The coldest winters
Which are the coldest winters of the twentieth century? Here are the top ten.
1962-63 -0.3
1946-47 1.1
1939-40 1.5
1916-17 1.5
1978-79 1.6
1928-29 1.7
1941-42 2.2
1940-41 2.6
1981-82 2.6
1984-85 2.7
Are winters not as good as they used to be? Not lately they haven't, but it isn't clear that there is any trend until very recently.
Let's consider the distribution of severe winters, defined by two criteria.
1. Severe months with average temperature less than 2.0C. In the first half of the century, there were 14 severe months, and two occasions (Jan-Feb 1917 and 1929) when there were consecutive severe months. In the second half, there were actually a few more - 17 severe months, with two occasions (1963 and 1979) when there were two consecutive severe months, and only one occasion with three consecutive severe months (1916-1917). This difference however will be statistically insignificant.
2. Very severe months with average temperature beneath freezing.

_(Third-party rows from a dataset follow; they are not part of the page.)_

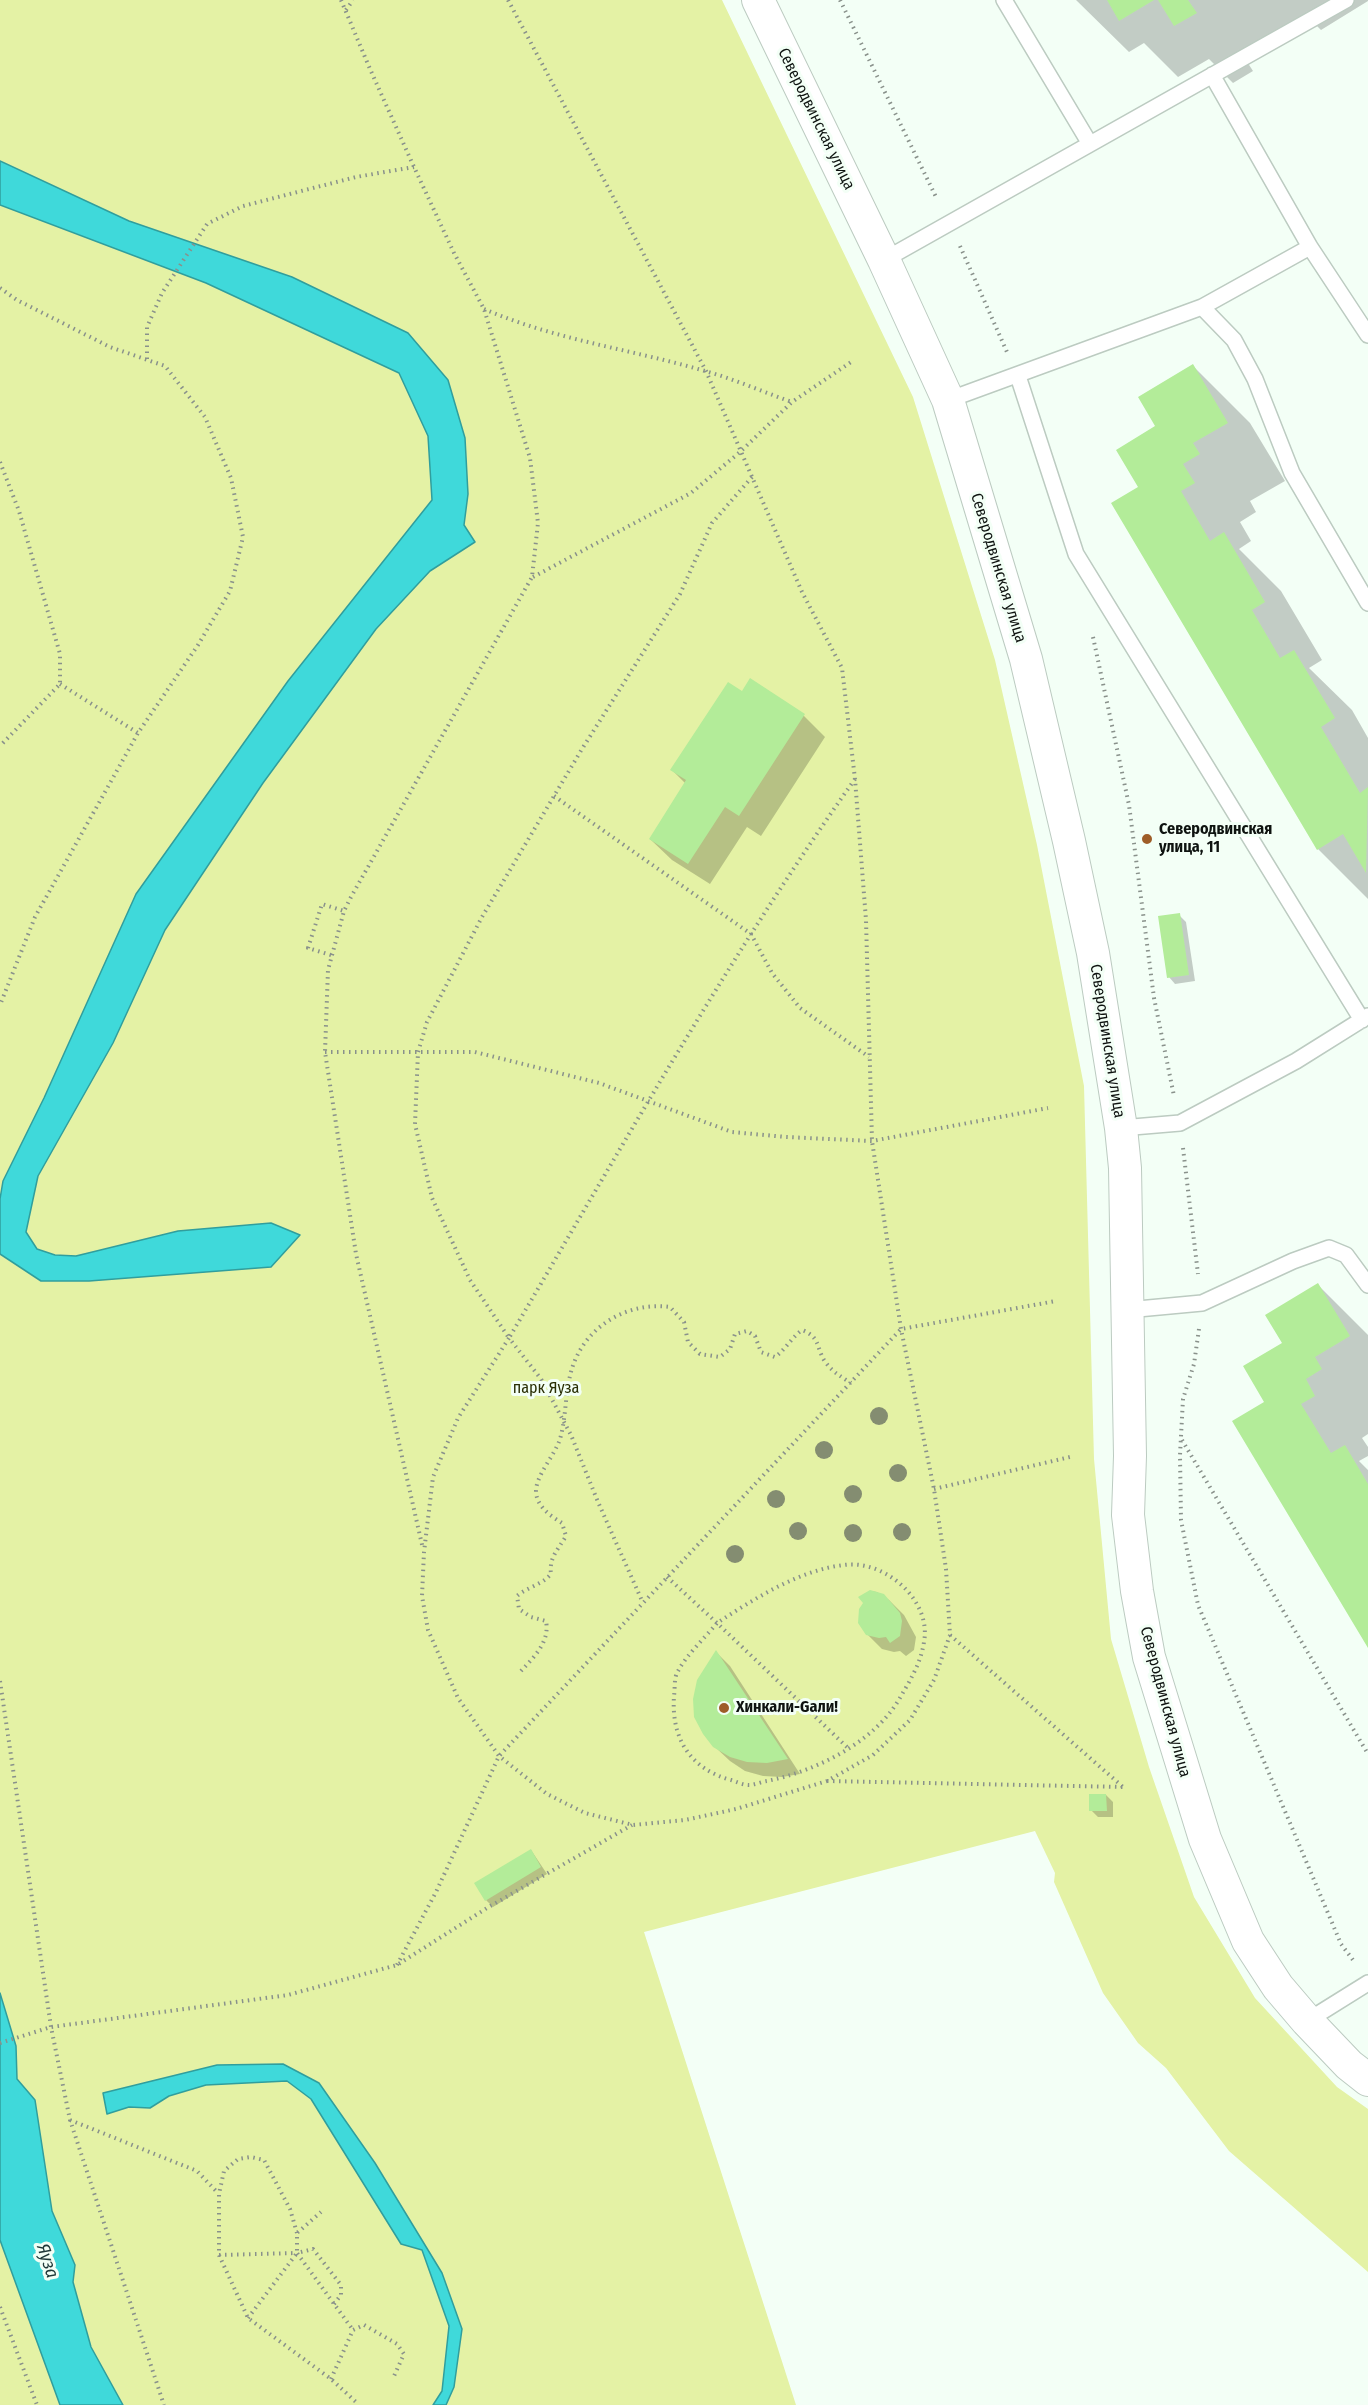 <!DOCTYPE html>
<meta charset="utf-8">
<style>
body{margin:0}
canvas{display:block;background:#f3fff6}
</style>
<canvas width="1368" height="2405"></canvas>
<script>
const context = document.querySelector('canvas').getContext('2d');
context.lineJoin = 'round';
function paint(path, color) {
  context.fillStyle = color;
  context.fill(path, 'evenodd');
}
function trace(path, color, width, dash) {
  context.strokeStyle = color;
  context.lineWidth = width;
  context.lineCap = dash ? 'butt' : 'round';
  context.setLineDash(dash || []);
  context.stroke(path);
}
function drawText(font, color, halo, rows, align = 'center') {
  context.font = font + ' "Fira Sans Condensed",sans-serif';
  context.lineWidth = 6;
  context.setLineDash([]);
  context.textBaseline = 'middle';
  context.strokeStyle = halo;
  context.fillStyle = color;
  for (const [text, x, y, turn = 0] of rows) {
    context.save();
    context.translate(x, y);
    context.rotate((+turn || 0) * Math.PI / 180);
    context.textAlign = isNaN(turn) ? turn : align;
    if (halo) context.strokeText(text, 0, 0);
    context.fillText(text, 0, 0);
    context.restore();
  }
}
const green = new Path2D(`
 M 0,0 L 722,0 L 913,397 L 995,660 L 1037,845 L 1084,1086 L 1094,1459 L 1111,1639 L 1149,1767 L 1194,1897 L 1255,1998 L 1337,2087 L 1368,2109 L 1368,2272 L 1229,2151 L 1166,2068 L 1138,2043 L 1103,1993 L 1054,1882 L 1055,1873 L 1035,1831 L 644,1932 L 796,2405 L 0,2405 Z`);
const water = new Path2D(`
 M 0,161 L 129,221 L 292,277 L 408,333 L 448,380 L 465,438 L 468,494 L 464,525 L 475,542 L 430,571 L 376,629 L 263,783 L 165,930 L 113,1043 L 38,1176 L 26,1232 L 37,1249 L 55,1255 L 76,1256 L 178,1231 L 271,1223 L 300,1235 L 271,1267 L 89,1281 L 41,1281 L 0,1254 L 0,1199 L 3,1181 L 44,1098 L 136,894 L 288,681 L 432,500 L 428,436 L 399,373 L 206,283 L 0,205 Z
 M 0,1993 L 16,2046 L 17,2079 L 35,2100 L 52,2211 L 75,2265 L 73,2282 L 91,2347 L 123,2405 L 60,2405 L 0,2240 Z
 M 283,2064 L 319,2083 L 375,2163 L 442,2273 L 462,2329 L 454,2387 L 446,2405 L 433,2405 L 442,2391 L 449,2326 L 422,2250 L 401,2244 L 311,2099 L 287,2081 L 206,2085 L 169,2096 L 150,2108 L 129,2107 L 107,2114 L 103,2093 L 217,2065 Z`);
const shadow = new Path2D(`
 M 1076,0 L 1368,0 L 1368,1 L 1321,30 L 1309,18 L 1244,57 L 1253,71 L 1233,83 L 1209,59 L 1178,77 L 1144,43 L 1129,52 Z
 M 1193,366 L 1250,423 L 1285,481 L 1250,501 L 1256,512 L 1240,522 L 1251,541 L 1239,549 L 1281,591 L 1322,660 L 1309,668 L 1352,710 L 1368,738 L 1368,899 L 1318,849 L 1140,488 L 1157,427 Z
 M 742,693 L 804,716 L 825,737 L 761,836 L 747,827 L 710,884 L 672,860 L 650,839 L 686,784 L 672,770 Z
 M 1179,915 L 1186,922 L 1195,981 L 1175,984 L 1169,977 Z
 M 1318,1285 L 1368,1335 L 1368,1434 L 1362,1438 L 1368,1447 L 1368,1456 L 1359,1461 L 1368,1470 L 1368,1645 L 1266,1402 L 1284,1344 Z
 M 871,1591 L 877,1592 L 889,1600 L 904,1615 L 916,1637 L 914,1650 L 906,1656 L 900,1651 L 894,1652 L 882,1649 L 867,1634 Z
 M 716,1652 L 730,1666 L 800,1774 L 782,1777 L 763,1776 L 745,1771 L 730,1761 L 714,1746 Z
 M 1106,1795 L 1113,1802 L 1113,1817 L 1098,1817 L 1091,1810 Z
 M 531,1850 L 547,1874 L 493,1907 L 486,1900 Z`);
const building = new Path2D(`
 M 1107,0 L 1154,0 L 1119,21 Z
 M 1158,0 L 1188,0 L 1197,13 L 1174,26 Z
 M 1193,364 L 1228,423 L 1193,443 L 1200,454 L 1183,464 L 1195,483 L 1181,491 L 1210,541 L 1224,532 L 1265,602 L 1252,610 L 1280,658 L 1294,650 L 1335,718 L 1321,727 L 1360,793 L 1368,787 L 1366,873 L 1343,834 L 1317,850 L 1111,503 L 1138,487 L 1116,450 L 1155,426 L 1138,397 Z
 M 750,678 L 805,714 L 739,816 L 725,807 L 688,864 L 649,839 L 686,780 L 670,770 L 728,682 L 742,691 Z
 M 1180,913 L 1189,975 L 1167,978 L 1158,916 Z
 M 1318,1283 L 1350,1336 L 1315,1357 L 1322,1369 L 1306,1379 L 1315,1396 L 1301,1404 L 1331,1453 L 1345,1445 L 1368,1484 L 1368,1648 L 1232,1421 L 1264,1402 L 1243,1366 L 1282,1343 L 1265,1315 Z
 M 870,1590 L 884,1594 L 900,1613 L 902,1621 L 900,1636 L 890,1643 L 886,1637 L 879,1638 L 866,1635 L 858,1623 L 859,1609 L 863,1603 L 858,1597 Z
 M 716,1650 L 788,1759 L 767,1763 L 747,1762 L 730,1757 L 713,1747 L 703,1734 L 694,1717 L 693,1699 L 697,1680 Z
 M 1089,1794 L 1106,1794 L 1107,1811 L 1089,1811 Z
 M 531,1849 L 541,1867 L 485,1901 L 474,1883 Z`);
const path = new Path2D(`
 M 341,0 L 370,69 L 414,167 L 454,253 L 484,309 L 530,458 L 538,523 L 532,577 L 351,897 L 344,911 L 328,970 L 325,1052 L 356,1254 L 423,1549
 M 508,0 L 706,371 L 802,592 L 842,668 L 855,779 L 866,920 L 872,1141 L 901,1329 L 934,1489 L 946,1569 L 950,1635 L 934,1680 L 910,1720 L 873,1755 L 827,1781 L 736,1809 L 685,1820 L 633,1825 L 585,1813 L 547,1794 L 499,1756 L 458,1698 L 428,1630 L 422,1596 L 424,1552 L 433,1477 L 458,1418 L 509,1338 L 541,1379 L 571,1435 L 598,1502 L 643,1603
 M 840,0 L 937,199
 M 346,10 L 353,0
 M 960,246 L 1007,352
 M 0,288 L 17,300 L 110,347 L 165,366 L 205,417 L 231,478 L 243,537 L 230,591 L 198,645 L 138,733 L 35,917 L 0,1005
 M 484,309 C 556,340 630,349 705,371 C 734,379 763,392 792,402
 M 147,359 L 147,327 L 162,293 L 207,224 L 243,206 L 356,177 L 414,167
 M 0,462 L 19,511 L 60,654 L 60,684 L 0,746
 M 752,477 L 712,523 L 680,594 L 582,749 L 482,917 L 427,1022 L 418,1052 L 415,1124 L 432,1198 L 470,1280 L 509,1338 C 620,1150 728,958 855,779
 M 533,577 L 691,493 L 740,452 L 792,402 L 854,360
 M 1093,637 L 1129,805 L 1154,998 L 1174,1096
 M 60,684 L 138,733
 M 554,796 L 751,934 L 772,973 L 800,1008 L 869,1057
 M 331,955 L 308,948 L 322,904 L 344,911
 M 325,1052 L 475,1052 L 599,1083 L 732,1132 L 786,1137 L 872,1141 L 1048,1108
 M 1183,1148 L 1198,1274
 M 1199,1329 L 1194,1364 L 1183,1399 L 1180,1455 L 1181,1520 L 1198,1605 L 1341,1944 L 1353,1960
 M 1182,1440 L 1368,1754
 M 934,1489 L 1070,1457
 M 667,1577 L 717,1623 C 754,1599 799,1570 844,1565 C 884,1559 932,1600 924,1642 C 921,1662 911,1679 901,1696 C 876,1742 816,1771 767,1781 C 761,1782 754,1785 749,1785 C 743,1785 737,1782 731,1780 C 690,1769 671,1738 674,1696 C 675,1689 674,1679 677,1673 C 686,1655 704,1639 717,1623 L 848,1748
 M 950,1635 L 1123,1787
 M 521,1671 C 534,1657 550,1642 546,1621 L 531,1617 L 519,1609 L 517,1596 C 527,1587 542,1585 551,1574 C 549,1557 558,1550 566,1536 L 562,1523 C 551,1516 538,1508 536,1493 C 535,1476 554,1457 560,1439 C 566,1418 565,1397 570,1376 C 580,1330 624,1301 670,1307 L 684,1322 L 688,1342 L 700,1354 L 720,1357 L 730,1349 L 735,1334 L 747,1331 L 755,1336 L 761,1352 L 775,1357 C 786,1349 791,1338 802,1330 C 820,1337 816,1346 824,1360 C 831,1371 840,1376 851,1383
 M 0,1681 L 51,2027 L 70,2120 L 164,2405
 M 827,1781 L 1123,1787
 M 397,1965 L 436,1892 L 499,1756 L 901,1329 L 1056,1301
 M 0,2043 L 51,2027 L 288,1995 L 397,1965 L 487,1908 L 632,1825
 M 70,2120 L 197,2171 L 218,2193
 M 297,2233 L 290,2209 L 264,2160 L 251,2157 L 238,2159 L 224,2171 L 219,2194 L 219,2255 L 248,2318 L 331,2379 L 356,2402 L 355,2405
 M 219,2255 L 296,2253
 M 334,2304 L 341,2295 L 341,2285 L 313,2249 L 297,2253 L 353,2330
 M 0,2307 L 37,2405
 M 248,2318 L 297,2253 L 297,2233 L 321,2212
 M 331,2379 L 353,2330 L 364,2325 L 397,2344 L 404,2354 L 394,2376`);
const lane = new Path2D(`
 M 1004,0 L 1090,144
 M 1212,75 L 1310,247 L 1368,335
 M 884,260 L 1346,0
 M 1202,307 L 1310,247
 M 1018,376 L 1076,554 L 1362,1020
 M 948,400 L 1202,307 L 1234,340 L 1255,379 L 1292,473 L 1368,603
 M 1121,1128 L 1180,1123 L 1296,1061 L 1368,1016
 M 1127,1310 L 1202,1303 L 1293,1261 L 1329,1248 L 1346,1255 L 1368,1285
 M 1307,2021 L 1368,1983`);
const street = new Path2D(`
 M 758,0 L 884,260 L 948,400 L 1026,659 L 1069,841 L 1093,953 L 1121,1128 L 1125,1168 L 1130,1456 L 1128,1515 L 1137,1591 L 1149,1657 L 1205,1839 L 1248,1941 L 1278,1987 L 1307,2021 L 1349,2065 L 1368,2080`);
const trees = [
 [879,1416],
 [824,1450],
 [898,1473],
 [853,1494],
 [776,1499],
 [798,1531],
 [902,1532],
 [853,1533],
 [735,1554]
];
const markers = [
 [1147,839,6,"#9e5d28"],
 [724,1708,6,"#9e5d28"]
];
const streetNames = [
 ["Северодвинская улица",816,119,64],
 ["Северодвинская улица",998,568,73],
 ["Северодвинская улица",1107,1041,81],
 ["Северодвинская улица",1165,1702,75]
];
const poiNames = [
 ["Северодвинская",1159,830],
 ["улица, 11",1159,848],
 ["Хинкали-Gали!",736,1708]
];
const parkNames = [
 ["парк Яуза",546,1389]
];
const waterNames = [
 ["Яуза",47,2261,72]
];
paint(green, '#e4f2a5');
paint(water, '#3fd9da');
trace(water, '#309e9d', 1.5);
paint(shadow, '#0003');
paint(building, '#b3ec99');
trace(lane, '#bccbc1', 18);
trace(street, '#bccbc1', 34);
trace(path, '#89918b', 4, [1.5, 4.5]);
trace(lane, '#fff', 15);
trace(street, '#fff', 32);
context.fillStyle = '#848d71';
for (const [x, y] of trees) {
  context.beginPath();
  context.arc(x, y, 9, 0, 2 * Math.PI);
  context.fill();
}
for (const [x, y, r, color] of markers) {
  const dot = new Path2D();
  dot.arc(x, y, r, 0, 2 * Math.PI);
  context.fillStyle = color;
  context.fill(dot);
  trace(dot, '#f3fff6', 2);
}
drawText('16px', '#0e1310', '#f3fff6', streetNames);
drawText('bold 16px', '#0e1310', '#f3fff6', poiNames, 'left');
drawText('16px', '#2a2f05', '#f3fff6', parkNames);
drawText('italic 18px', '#203939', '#f3fff6', waterNames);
</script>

In the first half of the century, there were two very severe months (January 1940 and February 1947. In the second half, there were five (February 1956, January 1963, February 1963, January 1979, and February 1986 - and December 1981 came very close).
I think two things are happening. First, people's memories are distorted by the exceptionally severe winters of 1947 and 1962-63, in particular. Second, I think there is a recency effect where there haven't been many severe winter episodes in the last few years. Consider this table of the distribution of the number of severe winter months across the decades of the twentieth century:
1900s
1910s
1920s
1930s
1940s
1950s
1960s
1970s
1980s
1990s
1
4
2
1
6
4
5
2
5
1
Older people might be affected by the bump in the middle of the century (particularly the war years, which were exceptional) and compare that with the 90s. There is no overall trend, however: note the scarcity of severe months in the 0s and thirties. It is also possible that central heating means that we are less sensitive to cold weather when it happens.
Here are the severe months (mean less than 2.0C):
Feb 1902; Dec 1916, Jan 1917, Feb 1917, Feb 1919, Jan 1929, Feb 1929, Dec 1933, Jan 1940, Jan 1941, Jan 1942, Feb 1942, Jan 1945, Feb 1947, Dec 1950, Feb 1955, Feb 1956, Dec 1962, Jan 1963, Feb 1963, Feb 1968, Feb 1969, Jan 1979, Feb 1979, Dec 1981, Feb 1983, Jan 1985, Feb 1986, Jan 1987, Feb 1991
Here again are the very severe months (mean less than 0C):
January 1940, February 1947, February 1956, January 1963, February 1963, January 1979, February 1986.
It is true that although we have some recent hot months, you have to go back to February 1991 for a cold month. This difference is a clear suggestion of change.
Before the twentieth centuries, winters were better (if you like then cold and snowy). Remember the Little Ice Age? In the seventeenth and eighteenth centuries, winter knew how to be winter. Take the coldest winter of them all, the "Lorna Doone" winter of 1683-84, with a CET of -1.2. Or 1739-40, with a CET of -0.4.